- Genre: Fantasy; Family drama;
- Created by: Michael Landon
- Directed by: Michael Landon; Victor French; Dan Gordon; William F. Claxton;
- Starring: Michael Landon; Victor French;
- Composer: David Rose
- Country of origin: United States
- Original language: English
- No. of seasons: 5
- No. of episodes: 111 (list of episodes)

Production
- Executive producer: Michael Landon
- Producer: Kent McCray
- Camera setup: Single-camera
- Running time: 48–49 minutes
- Production company: Michael Landon Productions

Original release
- Network: NBC
- Release: September 19, 1984 – August 4, 1989

= Highway to Heaven =

American television series (1984–1989)

Highway to Heaven is an American fantasy drama television series that ran on NBC from September 19, 1984, to August 4, 1989. The series starred its creator and co-director Michael Landon as Jonathan Smith, an angel sent to Earth to help people in need.
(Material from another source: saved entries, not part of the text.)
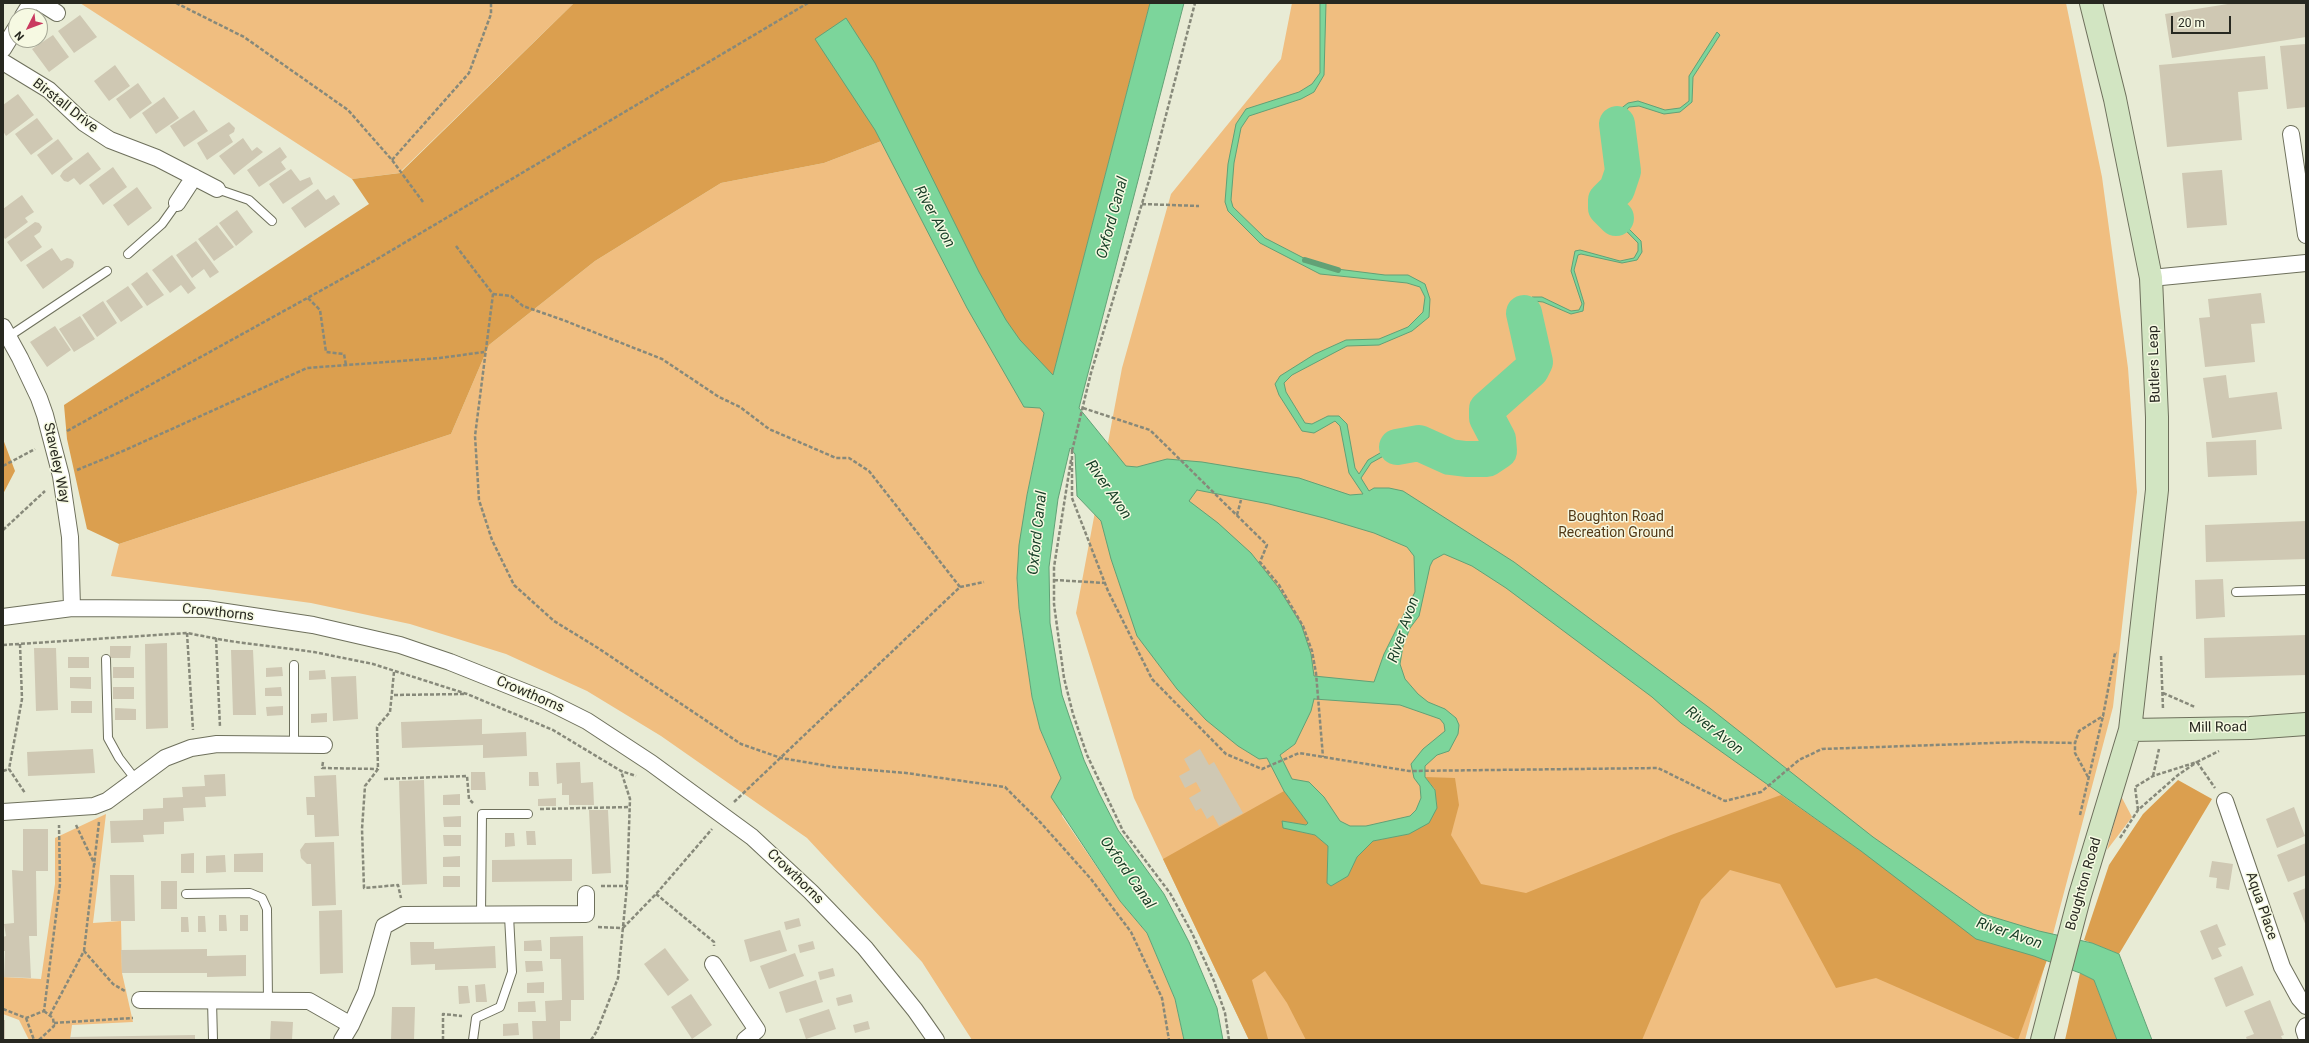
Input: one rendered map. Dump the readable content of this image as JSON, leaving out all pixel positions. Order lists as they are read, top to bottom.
{
  "streets": {
    "street": [
      "Birstall Drive",
      "Butlers Leap",
      "Staveley Way",
      "Crowthorns",
      "Mill Road",
      "Boughton Road",
      "Aqua Place"
    ]
  },
  "crossings": [
    ["Butlers Leap", "Mill Road"],
    ["Butlers Leap", "Boughton Road"],
    ["Staveley Way", "Crowthorns"],
    ["Mill Road", "Boughton Road"]
  ],
  "water": ["River Avon", "Oxford Canal"],
  "parks": ["Boughton Road Recreation Ground"],
  "scale_bar": "20 m",
  "north": "bottom left"
}
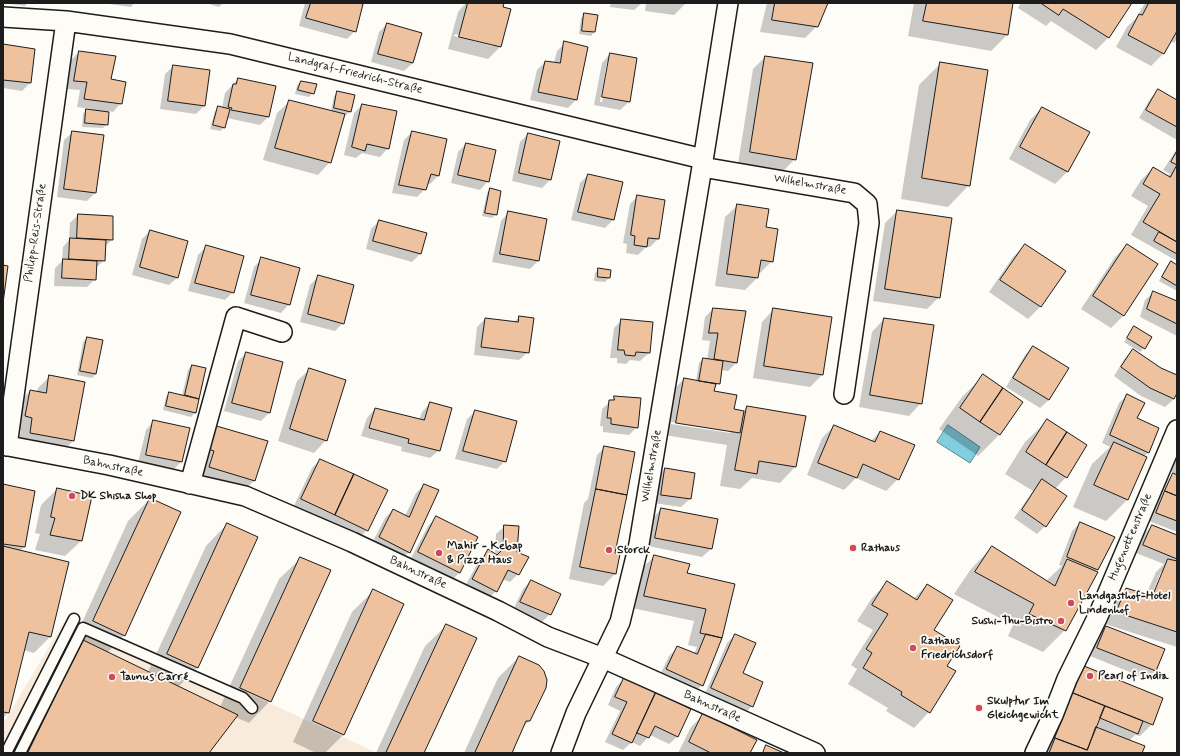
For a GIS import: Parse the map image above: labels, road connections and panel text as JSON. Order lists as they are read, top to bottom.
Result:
{
  "streets": {
    "street": [
      "Landgraf-Friedrich-Straße",
      "Wilhelmstraße",
      "Philipp-Reis-Straße",
      "Bahnstraße",
      "Hugenottenstraße"
    ]
  },
  "crossings": [
    ["Landgraf-Friedrich-Straße", "Wilhelmstraße"],
    ["Landgraf-Friedrich-Straße", "Philipp-Reis-Straße"],
    ["Wilhelmstraße", "Bahnstraße"],
    ["Philipp-Reis-Straße", "Bahnstraße"]
  ],
  "places": [
    "DK Shisha Shop",
    "Rathaus",
    "Storck",
    "Mahir - Kebap & Pizza Haus",
    "Landgasthof-Hotel Lindenhof",
    "Sushi-Thu-Bistro",
    "Rathaus Friedrichsdorf",
    "Pearl of India",
    "Taunus Carré",
    "Skulptur Im Gleichgewicht"
  ]
}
Victor French, Landon's co-star from his previous television series, Little House on the Prairie, co-starred as Mark Gordon, a retired policeman who travels with and helps Smith with the tasks or "assignments" to which he is referred. Landon directed most of the show's episodes, and French directed many of the remaining ones. It was Landon's third and final TV series and his only one set in the present day, unlike Little House on the Prairie, and Landon's first TV series, Bonanza, both of which were Westerns. It was the final screen appearance for French, who died two months before the final episode aired, aged 54 years old.
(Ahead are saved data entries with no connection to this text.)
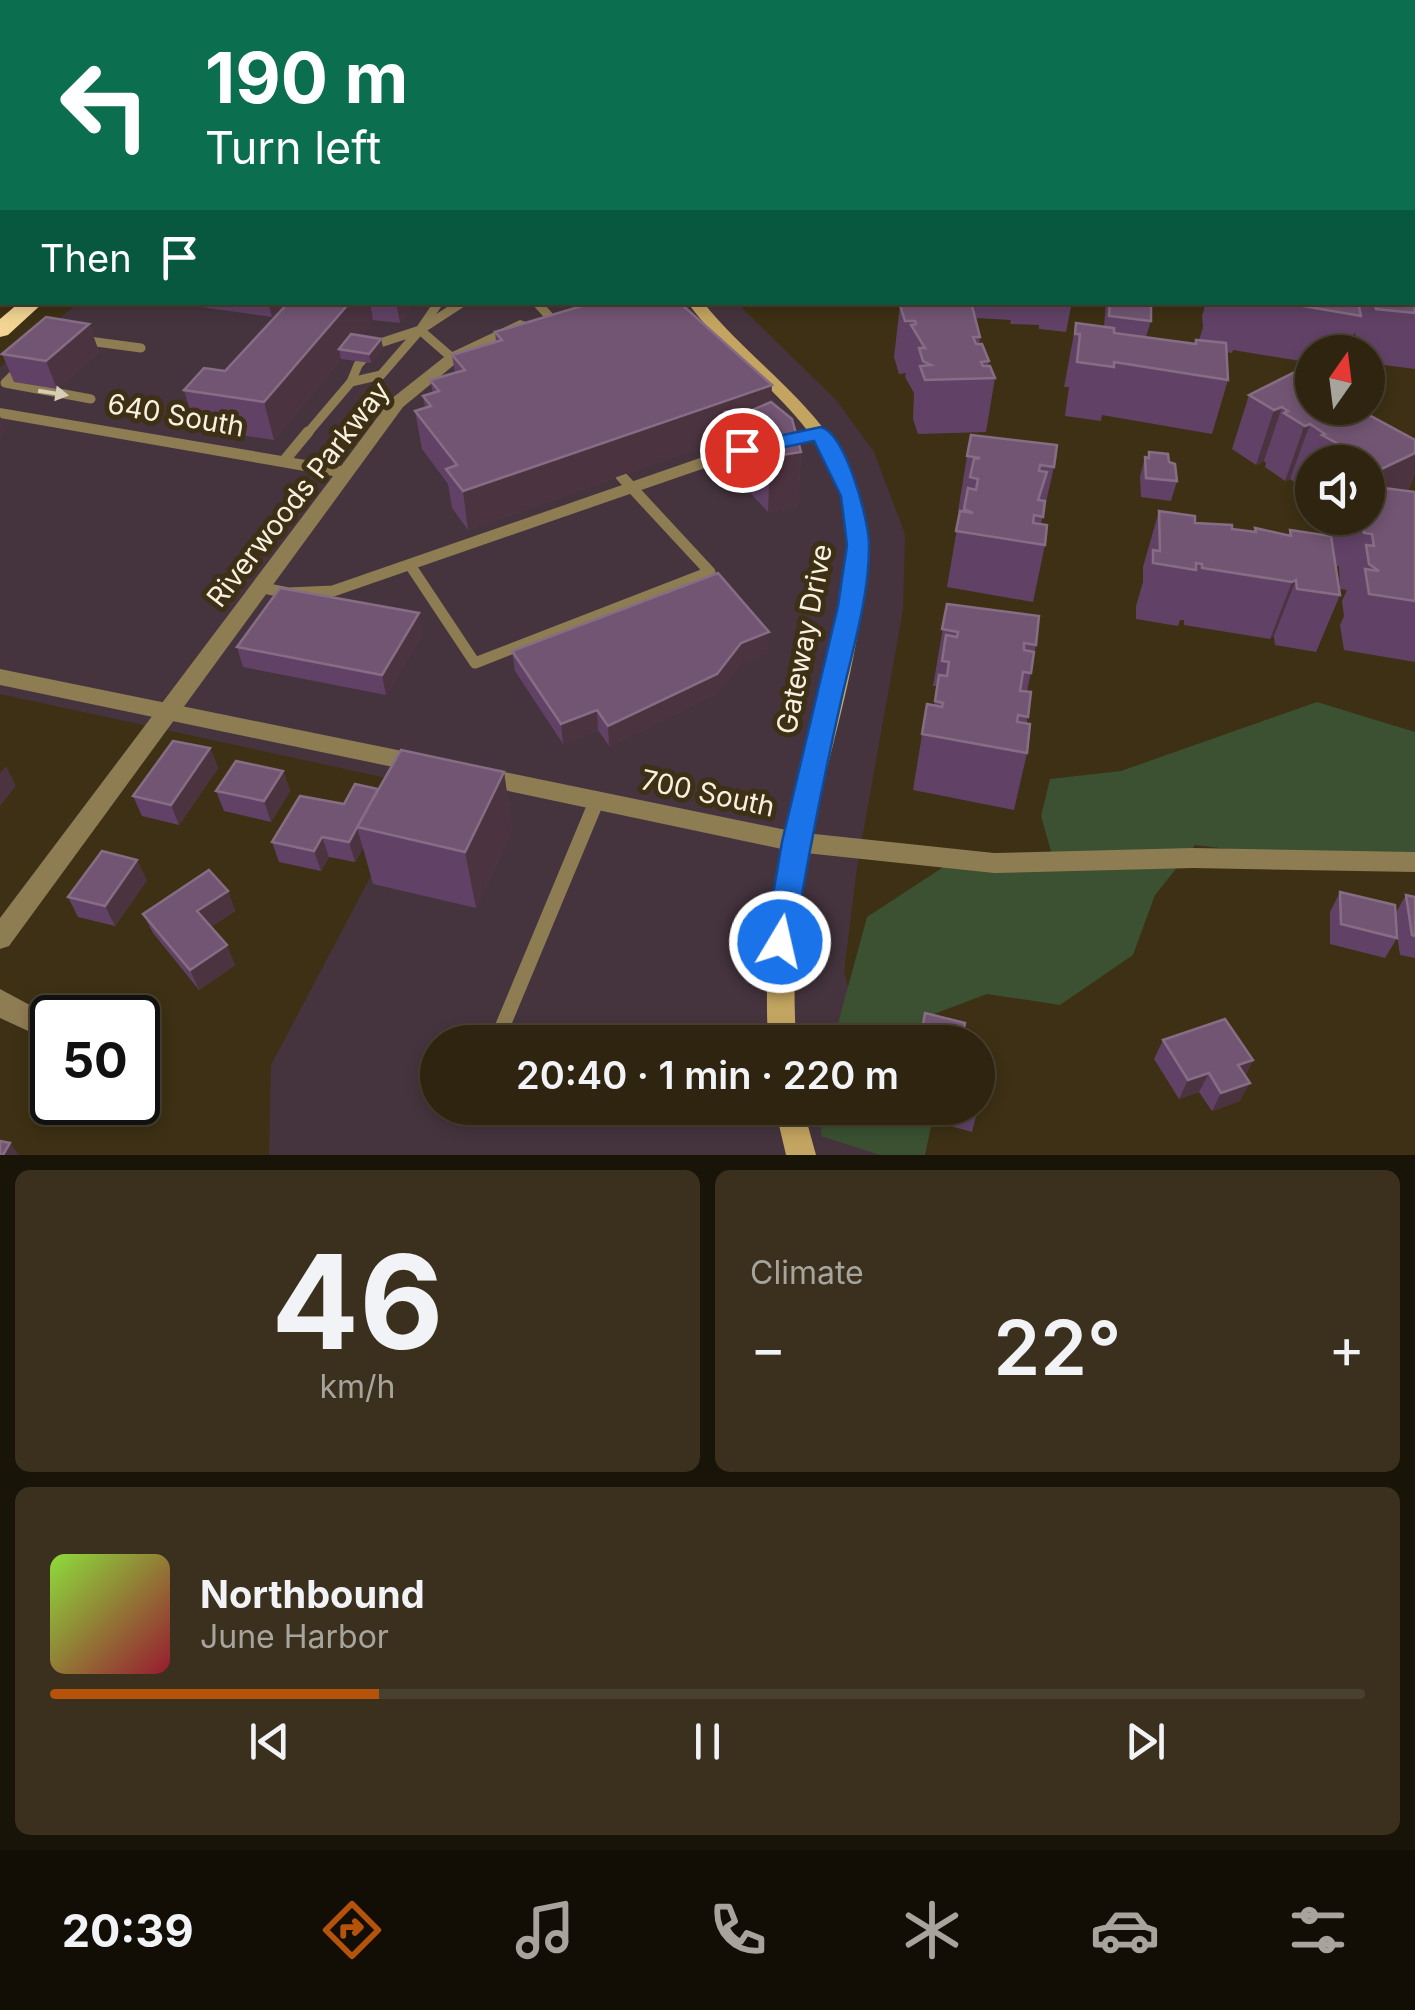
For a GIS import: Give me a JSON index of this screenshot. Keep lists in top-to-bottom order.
{
  "streets": {
    "main road": ["Gateway Drive"],
    "street": ["640 South", "Riverwoods Parkway", "700 South"]
  },
  "crossings": [
    ["640 South", "Riverwoods Parkway"],
    ["Riverwoods Parkway", "700 South"],
    ["Gateway Drive", "700 South"]
  ],
  "north": "top",
  "page": {
    "turn": ["190 m", "Turn left"],
    "then": "Then",
    "limit": "50",
    "trip": "20:40 · 1 min · 220 m",
    "tile": [
      ["46", "km/h"],
      "Climate"
    ],
    "heat": ["−", "22°", "+"],
    "song": ["Northbound", "June Harbor"],
    "tabs": "20:39"
  }
}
Highway to Heaven aired for five seasons, running a total of 111 episodes. It consistently earned respectable ratings; it was in the Nielsen Top 20 in its first season, and ranked in the Top 40 for its first four seasons.

==Plot and themes==

Jonathan Smith is a "probationary" angel sent to Earth to help people in need. In the course of an "assignment", he meets Mark Gordon, an embittered retired policeman now bouncing from job to job. At first distrustful of Jonathan, Mark helps him complete his assignment and comes to believe in his true nature. He volunteers to assist Jonathan in helping troubled people on Earth, feeling that Jonathan needs a companion in his lonely mission, and "The Boss" (a.k.a. God) approves. Jonathan and Mark are given assignments in which they help troubled souls overcome their problems.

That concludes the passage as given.